Anonymous Anonymous said...

As a black chic, from parents from the West Indies, your accounts are interesting but expected.

Cultural identity is a complicated issue in the islands.

3:32 PM  
Blogger wayne&wax said...

no doubt on that last count, though we might say that cultural identity is a complicated issue anywhere. "the islands" have long been a place of many cultural intersections, though we find such plurality and hybridity nearly everywhere now.

what did you expect?

8:09 AM  
Anonymous Anonymous said...

Hi, I posted the earlier comment about cultural identity. Unfortunately I expected there to be issues with complexion, hair texture etc.... The 'racial hierarchy' is a slippery slope.

I am currenty writing a paper about my experiences growing up in a family that is so 'complexion' and hair texture conscious'.... and the larger implications.

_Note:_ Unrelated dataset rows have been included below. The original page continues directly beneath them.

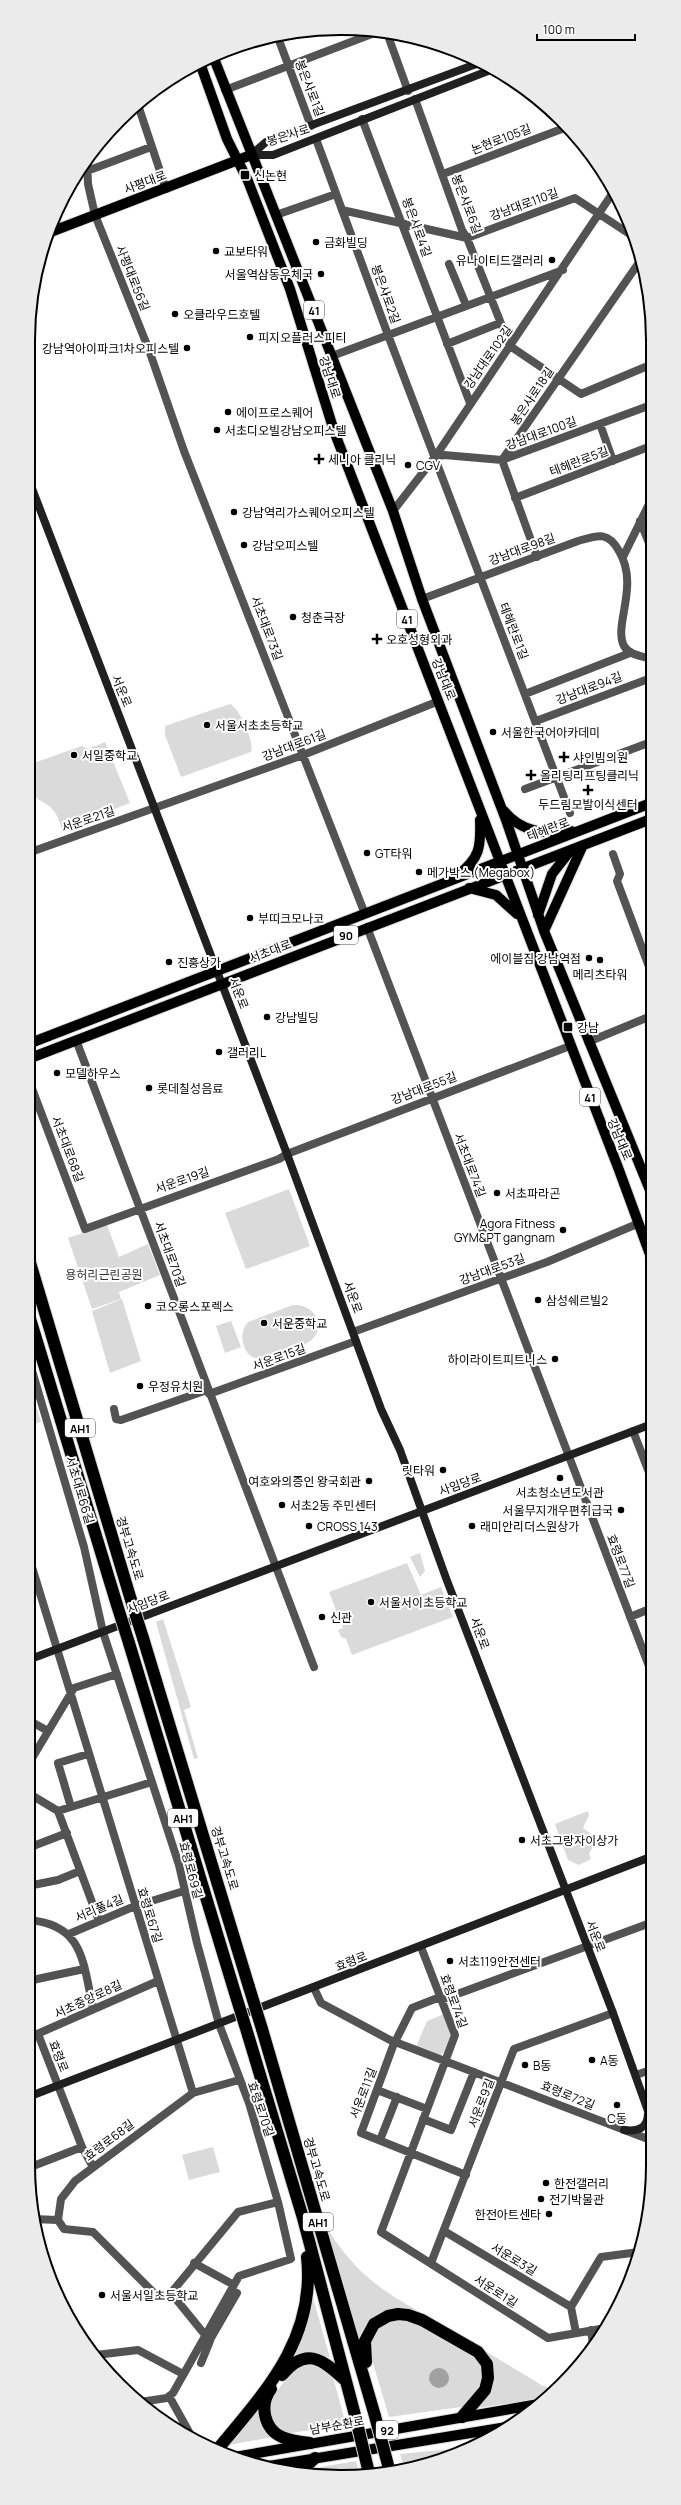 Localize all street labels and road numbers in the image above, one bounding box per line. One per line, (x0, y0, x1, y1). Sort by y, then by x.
street label: 봉은사로1길 (291, 57, 329, 119)
street label: 봉은사로 (264, 120, 312, 150)
street label: 논현로105길 (469, 120, 533, 158)
street label: 사평대로 (121, 166, 169, 198)
street label: 봉은사로6길 (448, 172, 486, 236)
street label: 강남대로110길 (487, 184, 561, 224)
street label: 봉은사로4길 (398, 195, 436, 259)
street label: 사평대로56길 (112, 243, 154, 313)
street label: 봉은사로2길 (367, 262, 405, 326)
road number: 41 (304, 301, 324, 319)
street label: 강남대로102길 (460, 322, 516, 392)
street label: 강남대로 (315, 353, 345, 401)
street label: 봉은사로18길 (506, 364, 558, 428)
street label: 강남대로100길 (503, 412, 579, 454)
street label: 테헤란로5길 (547, 442, 611, 480)
street label: 강남대로98길 (486, 529, 558, 569)
street label: 서초대로73길 (247, 593, 287, 663)
street label: 테헤란로1길 (495, 600, 533, 662)
road number: 41 (397, 610, 417, 628)
street label: 강남대로 (428, 655, 460, 703)
street label: 강남대로94길 (553, 668, 625, 708)
street label: 서운로 (108, 672, 136, 710)
street label: 강남대로61길 (260, 725, 328, 765)
street label: 서운로21길 (59, 802, 117, 836)
street label: 테헤란로 (524, 813, 572, 845)
road number: 90 (334, 926, 358, 944)
street label: 서초대로 (246, 935, 294, 967)
street label: 서운로 (225, 974, 253, 1012)
street label: 강남대로55길 (389, 1068, 459, 1108)
road number: 41 (580, 1088, 600, 1106)
street label: 서초대로68길 (48, 1113, 88, 1185)
street label: 강남대로 (604, 1115, 636, 1163)
street label: 서초대로74길 (450, 1130, 490, 1200)
street label: 서운로19길 (153, 1163, 211, 1197)
street label: 서초대로70길 (150, 1219, 190, 1289)
street label: 강남대로53길 (457, 1249, 527, 1289)
street label: 서운로 (339, 1279, 367, 1315)
street label: 서운로15길 (250, 1339, 308, 1375)
road number: AH1 (65, 1419, 95, 1437)
street label: 서초대로66길 (62, 1454, 98, 1526)
street label: 사임당로 (436, 1468, 484, 1500)
street label: 경부고속도로 (112, 1514, 148, 1582)
street label: 효령로77길 (603, 1532, 639, 1590)
street label: 사임당로 (124, 1586, 172, 1618)
street label: 서운로 (466, 1615, 494, 1651)
road number: AH1 (168, 1809, 198, 1827)
street label: 경부고속도로 (207, 1824, 243, 1892)
street label: 효령로69길 (175, 1839, 207, 1901)
street label: 효령로67길 (133, 1885, 167, 1945)
street label: 서리풀4길 (72, 1890, 126, 1926)
street label: 서운로 (582, 1917, 610, 1955)
street label: 효령로 (332, 1947, 370, 1975)
street label: 효령로74길 (436, 1971, 472, 2031)
street label: 서초중앙로8길 (51, 1976, 125, 2022)
street label: 효령로 (45, 2037, 73, 2075)
street label: 서운로11길 (345, 2065, 381, 2121)
street label: 서운로9길 (464, 2076, 498, 2130)
street label: 효령로72길 (538, 2076, 598, 2114)
street label: 효령로70길 (244, 2079, 278, 2139)
street label: 효령로68길 (80, 2116, 138, 2164)
street label: 경부고속도로 (300, 2135, 334, 2203)
road number: AH1 (303, 2213, 333, 2231)
street label: 서운로3길 (488, 2239, 540, 2279)
street label: 서운로1길 (471, 2271, 521, 2311)
street label: 남부순환로 (308, 2412, 366, 2438)
road number: 92 (376, 2421, 398, 2439) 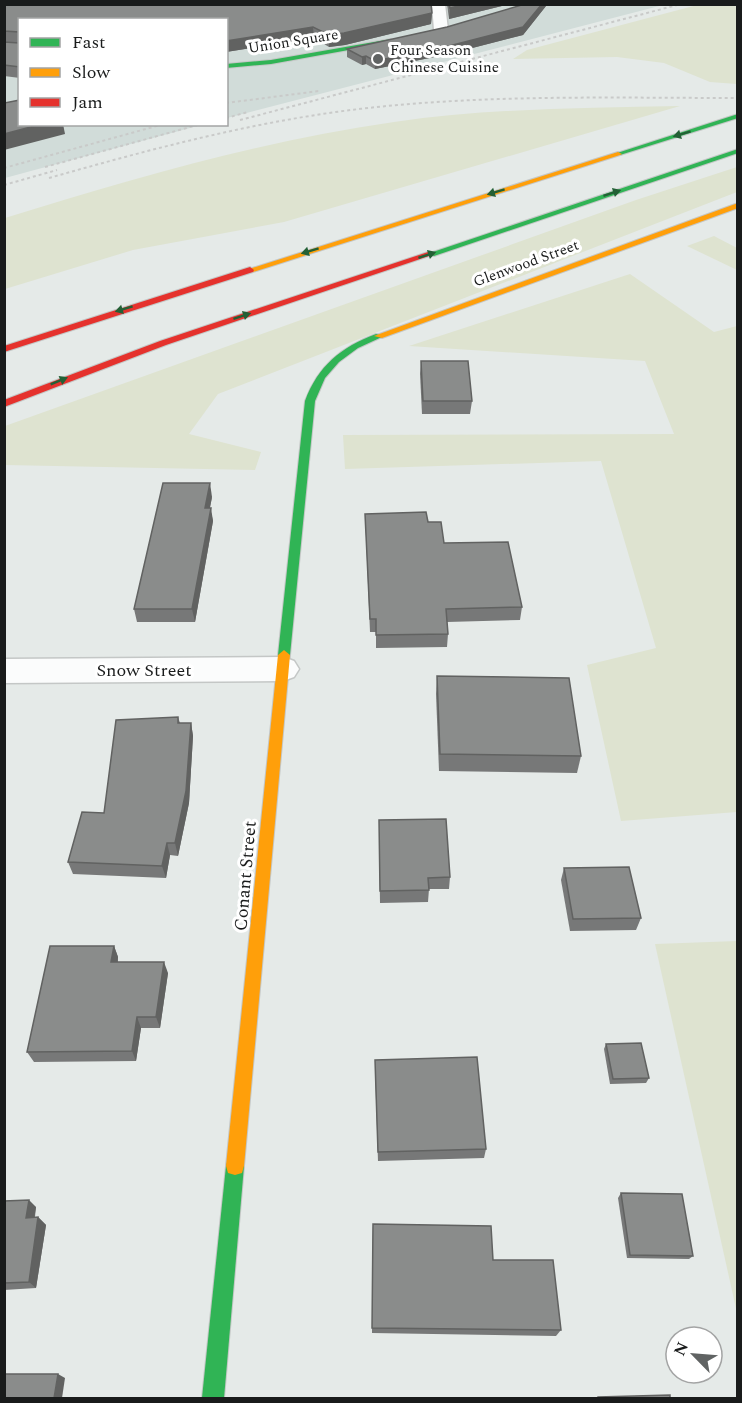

Skin bleaching is of specfic interest to me.

2:54 PM  
Anonymous nated28542@yahoo.com said...

Hey, I just happened upon your blog searching "dark fade haircut white" on google images. It's a small world, I'm from Cambridge, too (porter sq.) living in San Diego now. I know this post is over 6 years old, but if you still check this, I hope you're still having a good time living in Jamaica.
You're right about Cambridge public schools; I went to Peabody and we had A LOT of cross-cultural curriculum, but I wouldn't trade it for the world!